第26回『輪廻転生は何のため?』
(2004_09_29)
 この世は、罪を償うために魂が放り込まれた牢獄なのか。それとも、魂はこの世へ物見遊山に降りて来ていて、楽しまなきゃ損なのか。いろいろな人が、いろいろなことを言う。

 輪廻転生について、最近少し考える。私の周りは最近にわかにスピリチュアル(以下、スピチャ)づいていて、そんな本をもらったり、そんな人達と知り合ったりすることが続いているから。何事にも、「出合う時期」って、あるようで。
 自分の前世なんて、私には見当もつかない。が、確かに、「死んだら終わり」ってことはなかろう。「やりたい放題やり散らかして死んだ奴の勝ち」なんてことも、ないのだろうなと漠然と思う。こういうのは、人類の基本的な知恵として、あらかじめ脳のどこかに刷り込まれている感覚なのだろうか。

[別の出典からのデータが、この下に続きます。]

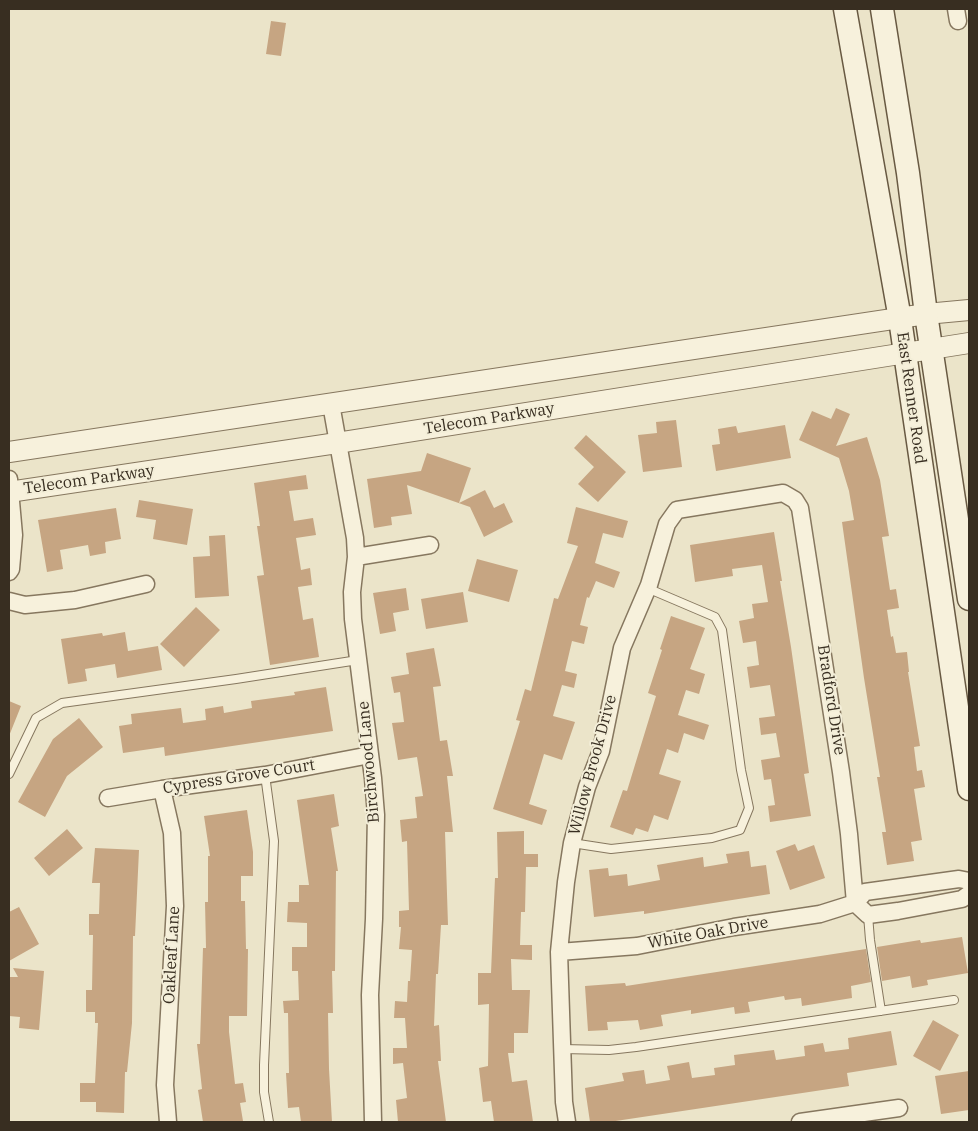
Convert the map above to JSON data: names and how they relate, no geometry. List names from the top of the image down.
{
  "streets": {
    "main road": ["East Renner Road"],
    "street": [
      "Telecom Parkway",
      "Bradford Drive",
      "Birchwood Lane",
      "Willow Brook Drive",
      "Cypress Grove Court",
      "White Oak Drive",
      "Oakleaf Lane"
    ]
  },
  "crossings": [
    ["East Renner Road", "Telecom Parkway"],
    ["Telecom Parkway", "Birchwood Lane"],
    ["Bradford Drive", "Willow Brook Drive"],
    ["Bradford Drive", "White Oak Drive"],
    ["Birchwood Lane", "Cypress Grove Court"],
    ["Willow Brook Drive", "White Oak Drive"],
    ["Cypress Grove Court", "Oakleaf Lane"]
  ]
}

 私のお友達は自由が丘に住んでいて、ハイソなお仲間達の間では、前世の鑑定はもちろん魂の浄化や予言などなど、スピチャ行脚はごく当たり前なことらしい。初対面同士、「で、おたくは前世は?」、「えーと、ワタクシ…でした」、「ほほ〜、それはそれは」、「…で観ていただきまして」などとやっているとか。ほえ。
 お友達は「黙って聞いてるけど、ちょっとねぇ」と言う。彼女だって、もちろんどこかで誰かに見てもらって、自分の前世と言われるものを知っているのだ。だけど、言わない。
 「そういう会話って、何かおかしい」という感覚が、彼女にはある。私は、いくらスピチャ系に傾倒しても、そういう部分を失わない彼女が好き。

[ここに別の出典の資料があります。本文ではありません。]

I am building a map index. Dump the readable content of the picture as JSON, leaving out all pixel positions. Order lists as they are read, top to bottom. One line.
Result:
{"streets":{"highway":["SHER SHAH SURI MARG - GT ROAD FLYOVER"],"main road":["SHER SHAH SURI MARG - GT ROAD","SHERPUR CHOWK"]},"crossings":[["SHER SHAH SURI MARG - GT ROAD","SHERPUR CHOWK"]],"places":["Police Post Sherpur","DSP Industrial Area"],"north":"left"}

 前世の鑑定など、もしかすると正しいものもあれば、ほとんどが至極テキトーなものだろうが、とにかく自分の今と照らし合わせながら、自分の人生について考えたり、深く理解する一助とするためにあるのであろう。
 秘密にする必要は全然ないけど、挨拶がわりに言いふらすもんでもない気が。だって、あくまでも今に生まれ、今に生きている人なのだから。知るはずのないことを知ったことに対する畏れとか、そういうの、無くしたらマズイんでないのかな?
 じゃなきゃ、コスプレおたく達がオフ会で「おたくは何を?」、「古くて恐縮ですが“天地無用!”の…」、「ああ〜、いいですねえ。オカダヤで?」などとやっているのと、おんなじ。スピ・プレ?

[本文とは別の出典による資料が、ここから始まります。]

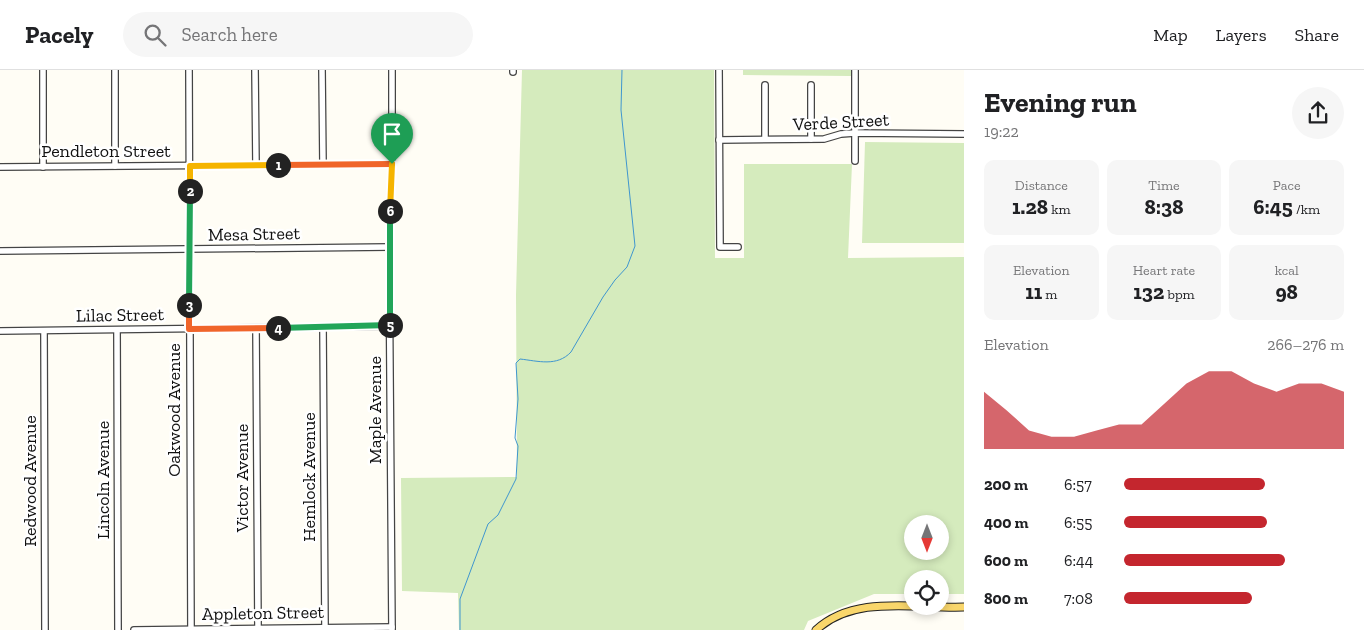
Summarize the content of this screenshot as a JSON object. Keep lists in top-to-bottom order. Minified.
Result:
{"streets":{"street":["Verde Street","Pendleton Street","Mesa Street","Lilac Street","Oakwood Avenue","Maple Avenue","Hemlock Avenue","Victor Avenue","Lincoln Avenue","Redwood Avenue","Appleton Street"]},"crossings":[["Pendleton Street","Oakwood Avenue"],["Pendleton Street","Maple Avenue"],["Mesa Street","Oakwood Avenue"],["Mesa Street","Maple Avenue"],["Lilac Street","Oakwood Avenue"],["Lilac Street","Maple Avenue"],["Lilac Street","Hemlock Avenue"],["Lilac Street","Victor Avenue"],["Lilac Street","Lincoln Avenue"],["Lilac Street","Redwood Avenue"],["Oakwood Avenue","Appleton Street"],["Maple Avenue","Appleton Street"],["Hemlock Avenue","Appleton Street"],["Victor Avenue","Appleton Street"]],"north":"bottom","page":{"header":"Pacely","search":"Search here","nav":["Map","Layers","Share"],"heading":["Evening run","19:22"],"pins":["1","2","6","3","5","4"],"stats":[["Distance","1.28 km"],["Time","8:38"],["Pace","6:45 /km"],["Elevation","11 m"],["Heart rate","132 bpm"],["kcal","98"]],"chart":["Elevation","266–276 m"],"list":[{"name":"200 m","note":"6:57"},{"name":"400 m","note":"6:55"},{"name":"600 m","note":"6:44"},{"name":"800 m","note":"7:08"}]}}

 私は既に、何度も生まれて来て、死んだことがあるのかしら。記憶はなくとも、そのときの経験は、今の私に少しは役に立っているのかな。
 一度も会ったことがないのに、私が書いたものに深く深く共感してくれる人とは、もしかすると、前世で一言くらいは交わしたことがあるかもしれない。
 私は、どこから来て、どこへ帰るのだろう。「牢獄」も「物見遊山」も、どちらにもひとかけらの真理がありそうだ。
 分からないということは、とりあえず、今ここで頑張っておかねばならないということ。前世や来世が分かったところで、どうにかできるのは今生だけなのだから。
 犯した罪を考えれば、私が今生で解脱などあり得ないので、生まれ変わって来世やり直す罪深き皆様には、またお会いできるはず。そのときはまた初対面になるけど、よろしく。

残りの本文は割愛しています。